SOCIEDADES DE PROPÓSITO ESPECÍFICO – RECUPERAÇÃO JUDICIAL
Rénan Kfuri Lopes
As Sociedades de Propósito Específico (SPEs) representam importante instrumento de organização empresarial e de segregação patrimonial, amplamente utilizado em operações estruturadas, especialmente nos setores imobiliário e de infraestrutura. Trata-se de sociedades constituídas com finalidade delimitada e previamente definida, normalmente voltadas à execução de um empreendimento específico, como a incorporação e construção de determinado projeto imobiliário, implantação de obras de infraestrutura, desenvolvimento de loteamentos, usinas, rodovias ou outras iniciativas de caráter individualizado.
A lógica econômica e jurídica das SPEs reside justamente na autonomia patrimonial e operacional do projeto ao qual estão vinculadas. Essas sociedades possuem patrimônio, contabilidade, gestão e fluxo financeiro próprios, dissociados das demais atividades econômicas de seus sócios ou da incorporadora controladora. Essa estrutura permite maior transparência na administração dos recursos, facilita a captação de investimentos e reduz riscos de contaminação patrimonial entre diferentes empreendimentos desenvolvidos pelo mesmo grupo empresarial.

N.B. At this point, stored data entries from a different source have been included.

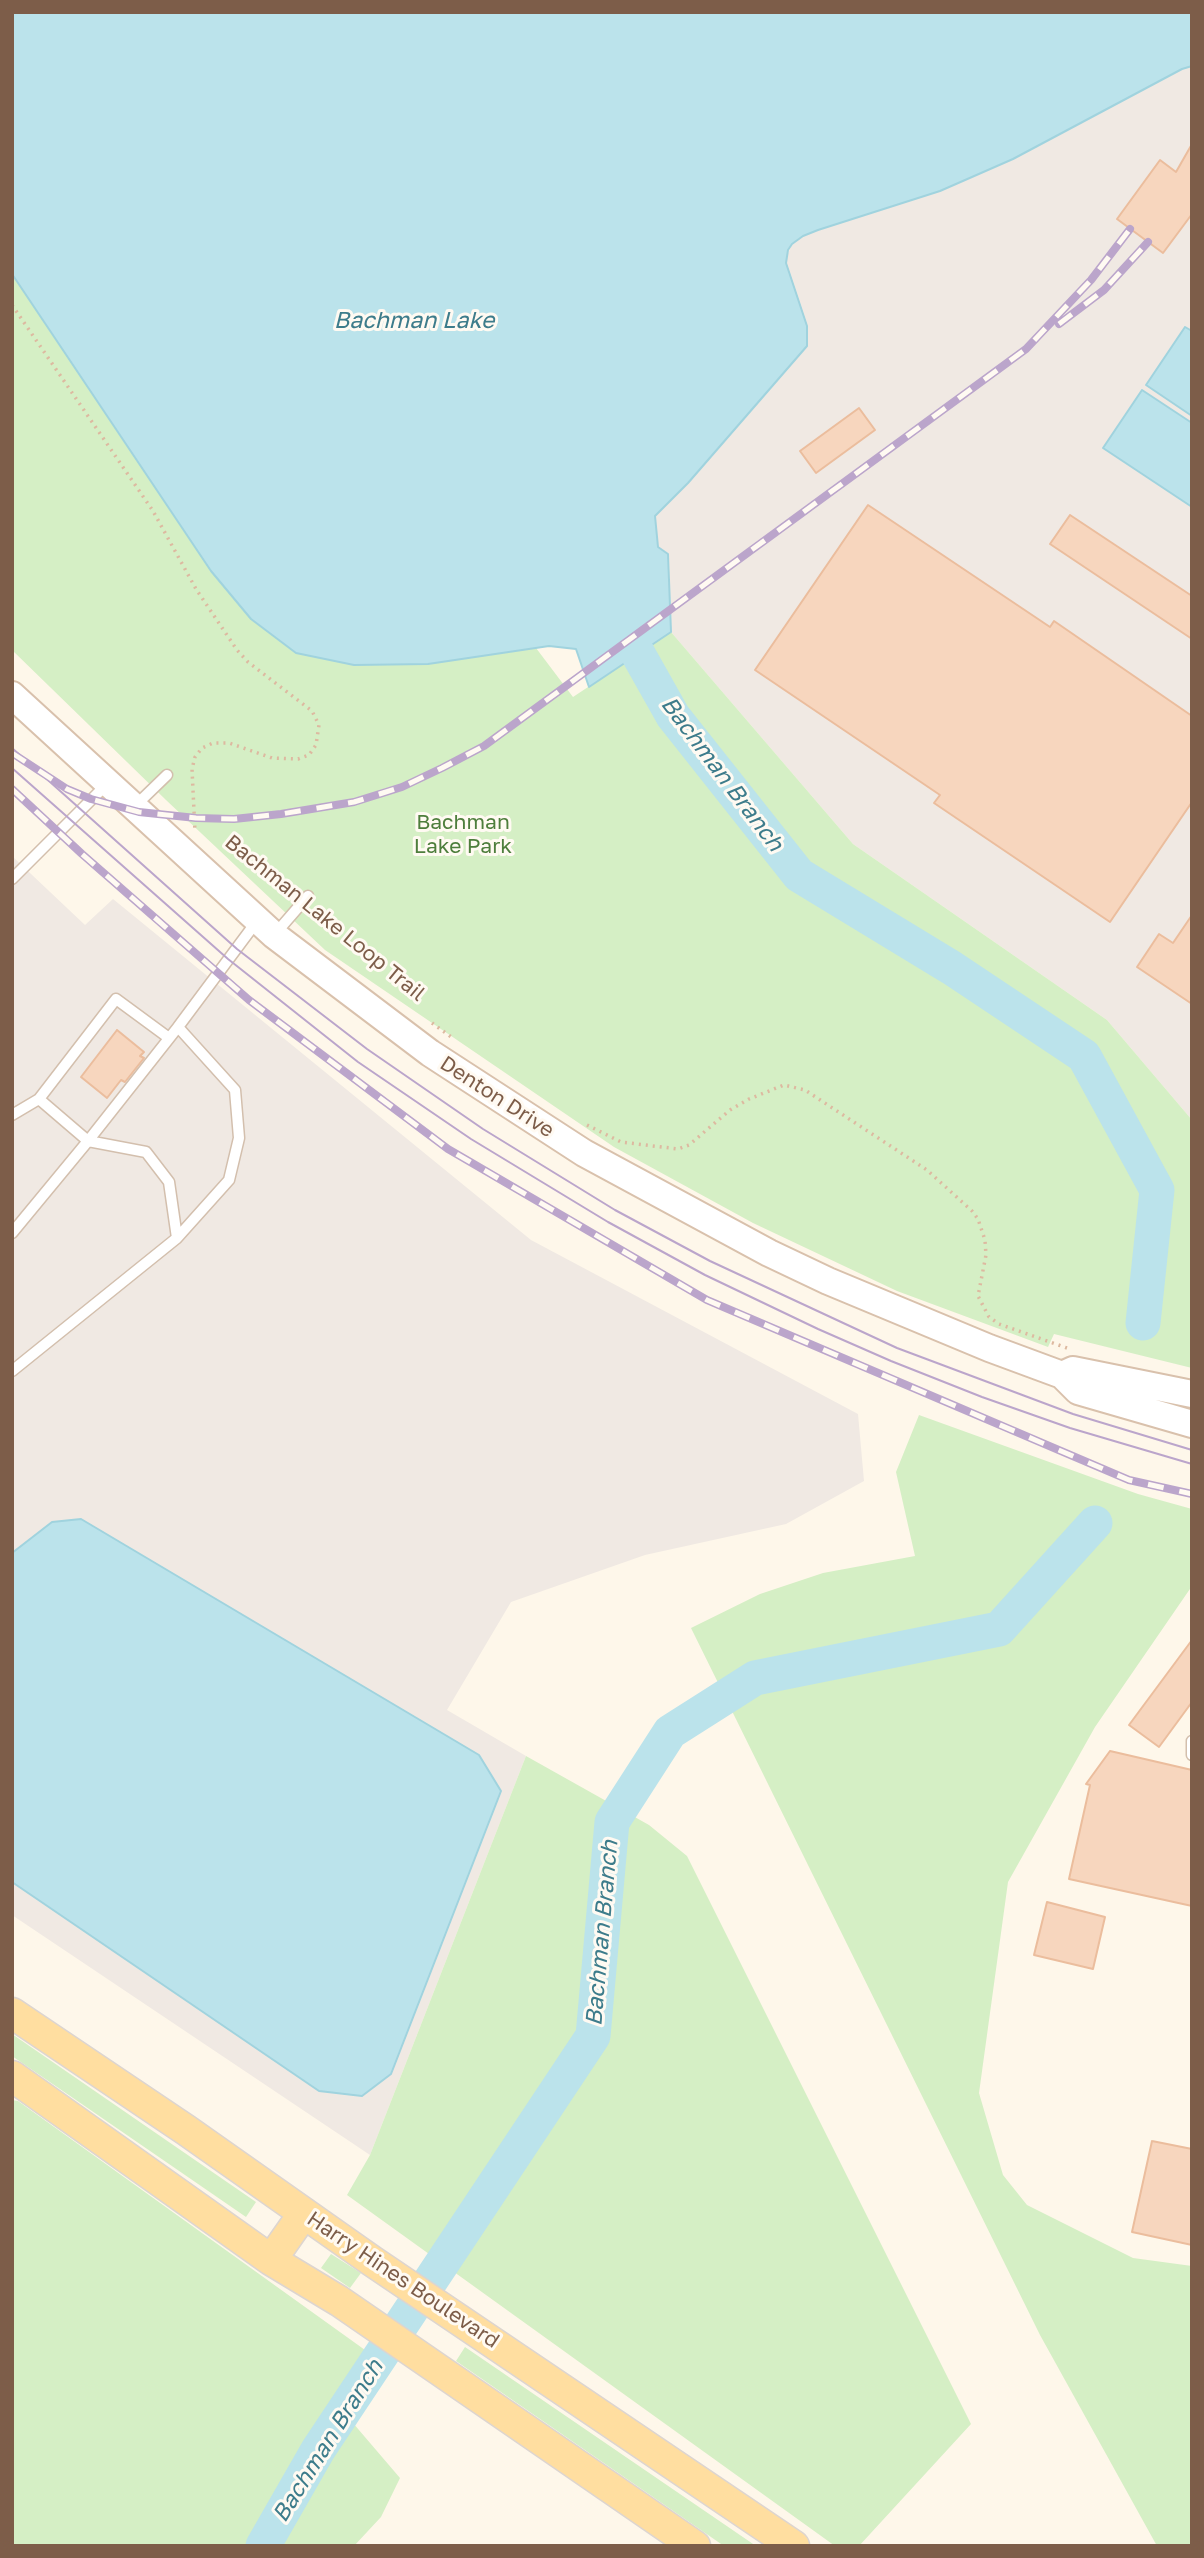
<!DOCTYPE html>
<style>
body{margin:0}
#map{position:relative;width:1204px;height:2558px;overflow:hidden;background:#fef7ea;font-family:"Golos Text",sans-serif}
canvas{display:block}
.frame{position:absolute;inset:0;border:14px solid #7d5d49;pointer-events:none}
</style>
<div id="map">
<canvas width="1204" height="2558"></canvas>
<div class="frame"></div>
</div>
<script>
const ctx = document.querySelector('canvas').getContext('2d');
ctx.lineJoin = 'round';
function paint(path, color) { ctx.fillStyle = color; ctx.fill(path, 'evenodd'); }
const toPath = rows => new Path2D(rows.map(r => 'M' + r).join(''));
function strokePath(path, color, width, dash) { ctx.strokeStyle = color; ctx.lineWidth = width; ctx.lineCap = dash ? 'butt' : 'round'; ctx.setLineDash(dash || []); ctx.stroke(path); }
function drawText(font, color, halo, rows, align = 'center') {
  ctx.font = font + ' "Golos Text",sans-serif'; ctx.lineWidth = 6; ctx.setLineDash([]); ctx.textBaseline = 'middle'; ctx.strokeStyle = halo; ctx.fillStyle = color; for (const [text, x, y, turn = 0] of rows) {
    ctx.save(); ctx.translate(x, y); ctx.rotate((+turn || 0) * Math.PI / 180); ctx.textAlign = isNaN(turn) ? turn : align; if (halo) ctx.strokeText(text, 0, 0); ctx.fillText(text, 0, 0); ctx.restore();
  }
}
const industrial = toPath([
 [1192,66,1192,1120,1107,1020,853,844,671,632,669,554,658,547,654,516,688,483,787,271,786,258,792,244,803,236,818,230,940,191,1013,159,1182,69],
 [12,856,85,925,113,899,531,1240,858,1414,864,1481,786,1524,645,1555,511,1602,447,1710,526,1756,370,2155,12,1915]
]);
const green = toPath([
 [12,274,211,571,251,619,296,653,354,665,428,664,536,648,573,697,671,632,853,844,1107,1020,1192,1120,1192,1368,1054,1334,1048,1347,897,1291,753,1223,614,1147,325,950,166,800,12,650],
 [919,1415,1138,1494,1192,1509,1192,1586,1095,1727,1008,1882,979,2093,1003,2175,1027,2205,1133,2258,1192,2266,1192,2546,1157,2546,1040,2335,691,1628,760,1594,823,1573,915,1556,896,1472],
 [526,1756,649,1825,687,1856,971,2424,859,2546,835,2546,347,2195,370,2155],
 [12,2034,256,2202,246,2217,12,2056],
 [12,2100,18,2101,365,2350,335,2402,400,2478,381,2517,354,2546,12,2546],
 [331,2254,361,2273,350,2288,321,2268],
 [465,2347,756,2546,724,2546,456,2361]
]);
const water = toPath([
 [12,12,1192,12,1192,66,1182,69,1013,159,940,191,818,230,803,236,792,244,788,250,786,263,807,326,807,346,688,483,655,516,658,547,668,554,671,632,589,687,576,649,549,646,428,664,354,665,296,653,251,619,211,571,12,274,12,12],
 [1185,327,1192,331,1192,416,1146,385,1185,327],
 [1142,390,1192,423,1192,507,1103,448,1142,390],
 [81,1519,479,1755,501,1791,391,2074,362,2096,319,2091,12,1882,12,1553,52,1522,81,1519]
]);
const river = toPath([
 [615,613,673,716,799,875,952,968,1084,1056,1157,1190,1143,1323],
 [263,2546,318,2450,593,2036,612,1822,670,1732,755,1678,999,1629,1095,1523]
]);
const building = toPath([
 [1192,144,1192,214,1163,253,1117,219,1160,160,1176,172,1192,144],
 [859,408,875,430,816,473,800,451,859,408],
 [868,505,1050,627,1054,621,1192,716,1192,802,1110,922,934,803,940,795,755,670,868,505],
 [1070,515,1192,596,1192,639,1050,544,1070,515],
 [1192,915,1192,1004,1137,967,1159,934,1173,943,1192,915],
 [117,1030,144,1052,140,1056,144,1058,125,1082,121,1080,107,1098,81,1077,117,1030],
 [1192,1640,1192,1702,1159,1747,1129,1725,1192,1640],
 [1110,1751,1192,1770,1192,1906,1069,1879,1090,1785,1086,1784,1110,1751],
 [1047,1902,1105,1917,1093,1969,1034,1955,1047,1902],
 [1152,2141,1192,2149,1192,2245,1132,2232,1152,2141]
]);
const path = toPath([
 [12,305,153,511,196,589,237,650,248,662,312,711,319,725,316,745,309,755,298,759,272,758,229,743,213,743,202,748,195,757,192,769,195,832],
 [432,1023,454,1039],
 [587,1125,621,1142,678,1149,689,1145,730,1110,749,1099,784,1085,805,1090,927,1170,972,1211,978,1219,985,1240,986,1255,978,1296,989,1317,999,1324,1067,1348]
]);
const service = toPath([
 [134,807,167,775],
 [12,879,107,784],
 [275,934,308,896],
 [39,1099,116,999,169,1038],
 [12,1115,39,1099,88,1141,178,1027],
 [12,1233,88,1141,146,1152,169,1182,177,1238],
 [12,1371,177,1238,229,1180,239,1138,235,1090,178,1027,257,921],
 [1192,1741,1192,1755]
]);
const secondary = toPath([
 [12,695,274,935,430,1053,584,1153,769,1253,828,1281,989,1348,1062,1375,1078,1391,1192,1424],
 [1062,1375,1073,1370,1192,1394]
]);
const primary = toPath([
 [12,2013,186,2130,372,2261,794,2546],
 [12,2076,271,2260,339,2301,695,2546],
 [271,2260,304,2213]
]);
const tram = toPath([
 [12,748,237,949,367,1049,483,1129,615,1210,710,1261,897,1348,1073,1414,1192,1450],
 [12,768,228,959,358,1062,471,1139,608,1222,705,1275,818,1329,891,1361,982,1397,1070,1428,1192,1464]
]);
const rail = toPath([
 [1059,324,1104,290,1148,242],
 [12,753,67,789,91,799,139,812,196,818,234,819,281,814,354,802,402,787,442,768,484,746,1026,349,1091,280,1130,229],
 [12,789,82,854,249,1000,448,1149,707,1300,1129,1480,1192,1494]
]);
const parkNames = [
 ["Bachman",463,822],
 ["Lake Park",463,846]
];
const streetNames = [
 ["Bachman Lake Loop Trail",325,918,39],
 ["Denton Drive",497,1097,33],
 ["Harry Hines Boulevard",403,2280,34]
];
const waterNames = [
 ["Bachman Lake",414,321],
 ["Bachman Branch",722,774,53],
 ["Bachman Branch",602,1933,-85],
 ["Bachman Branch",328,2441,-58]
];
paint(industrial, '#f0e9e3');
paint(green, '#d5efc5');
paint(water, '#bbe3eb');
strokePath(water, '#a0d3de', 2);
strokePath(river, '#bbe3eb', 35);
paint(building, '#f7d6be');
strokePath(building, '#ebbd9d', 2);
strokePath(service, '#d3bfad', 13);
strokePath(secondary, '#d9c1ac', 30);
strokePath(primary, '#ddd5d0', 33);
strokePath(path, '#ddb9a0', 3.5, [2, 5]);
strokePath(service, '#fff', 10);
strokePath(secondary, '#fff', 26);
strokePath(primary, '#ffdea0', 30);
strokePath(tram, '#bba5cb', 2);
strokePath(rail, '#bba5cb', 8);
strokePath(rail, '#fffaf2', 5, [16]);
drawText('21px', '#4e7e3c', '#fffaf2', parkNames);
drawText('21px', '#7d5d49', '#fffaf2', streetNames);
drawText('italic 23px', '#3d7c8b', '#fffaf2', waterNames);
</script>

No setor imobiliário, a utilização das SPEs ganha relevância ainda maior quando associada ao regime do patrimônio de afetação, previsto na legislação das incorporações imobiliárias. Nesse modelo, os bens, direitos, receitas e obrigações vinculados a determinado empreendimento são separados do patrimônio geral da incorporadora, formando uma massa patrimonial autônoma destinada exclusivamente à conclusão da obra e ao atendimento dos interesses dos adquirentes das unidades imobiliárias. O objetivo central do instituto é reforçar a proteção dos compradores, assegurar maior previsibilidade financeira ao projeto e impedir que dificuldades econômicas da incorporadora afetem diretamente os recursos vinculados ao empreendimento afetado.
Essa autonomia patrimonial e funcional faz com que as SPEs submetidas ao patrimônio de afetação possuam regime jurídico singular, marcado pela vinculação estrita dos ativos ao cumprimento da finalidade específica para a qual a sociedade foi criada. Os recursos financeiros obtidos com as vendas das unidades, por exemplo, devem ser direcionados prioritariamente à execução da obra e à satisfação das obrigações relacionadas ao próprio empreendimento, não podendo ser livremente utilizados para o pagamento de dívidas estranhas àquela incorporação.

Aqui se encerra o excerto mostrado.